■ **Task instructions**
The answer should consist of each line below that contains the word "Park".

■ **Task data**

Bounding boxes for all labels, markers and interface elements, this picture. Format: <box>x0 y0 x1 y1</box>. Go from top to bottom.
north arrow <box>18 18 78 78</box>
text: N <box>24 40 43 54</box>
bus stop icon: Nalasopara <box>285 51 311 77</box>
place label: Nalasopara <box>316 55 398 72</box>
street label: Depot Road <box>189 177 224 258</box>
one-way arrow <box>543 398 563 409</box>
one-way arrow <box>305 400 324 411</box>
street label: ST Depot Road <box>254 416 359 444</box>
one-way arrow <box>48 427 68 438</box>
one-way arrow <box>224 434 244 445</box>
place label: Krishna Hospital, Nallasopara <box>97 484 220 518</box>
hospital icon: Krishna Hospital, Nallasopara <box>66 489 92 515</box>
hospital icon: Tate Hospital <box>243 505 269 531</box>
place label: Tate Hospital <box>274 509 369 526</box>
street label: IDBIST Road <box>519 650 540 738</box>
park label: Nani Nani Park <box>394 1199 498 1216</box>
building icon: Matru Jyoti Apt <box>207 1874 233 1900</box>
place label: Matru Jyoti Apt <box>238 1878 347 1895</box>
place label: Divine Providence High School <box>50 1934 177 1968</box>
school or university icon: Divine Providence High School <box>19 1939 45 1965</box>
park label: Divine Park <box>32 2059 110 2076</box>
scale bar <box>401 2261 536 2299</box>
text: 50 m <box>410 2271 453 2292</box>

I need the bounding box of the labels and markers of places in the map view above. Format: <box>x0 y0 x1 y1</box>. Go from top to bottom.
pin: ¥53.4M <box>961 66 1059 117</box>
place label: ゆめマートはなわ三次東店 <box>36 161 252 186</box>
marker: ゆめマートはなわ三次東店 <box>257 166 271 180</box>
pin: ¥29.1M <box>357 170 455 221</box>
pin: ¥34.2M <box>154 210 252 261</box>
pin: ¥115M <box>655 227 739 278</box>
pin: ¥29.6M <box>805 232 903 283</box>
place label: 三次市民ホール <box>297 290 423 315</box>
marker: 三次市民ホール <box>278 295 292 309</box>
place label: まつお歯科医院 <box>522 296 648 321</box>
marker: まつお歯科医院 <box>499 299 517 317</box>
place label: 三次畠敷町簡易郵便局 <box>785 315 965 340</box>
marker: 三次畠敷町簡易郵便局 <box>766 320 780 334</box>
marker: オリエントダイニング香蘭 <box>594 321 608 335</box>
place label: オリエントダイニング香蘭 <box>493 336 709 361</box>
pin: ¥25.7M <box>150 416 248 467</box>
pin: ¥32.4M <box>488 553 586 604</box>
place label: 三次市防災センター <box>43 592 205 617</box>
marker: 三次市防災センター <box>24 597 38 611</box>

■ **Your solution**
park label: Nani Nani Park <box>394 1199 498 1216</box>
park label: Divine Park <box>32 2059 110 2076</box>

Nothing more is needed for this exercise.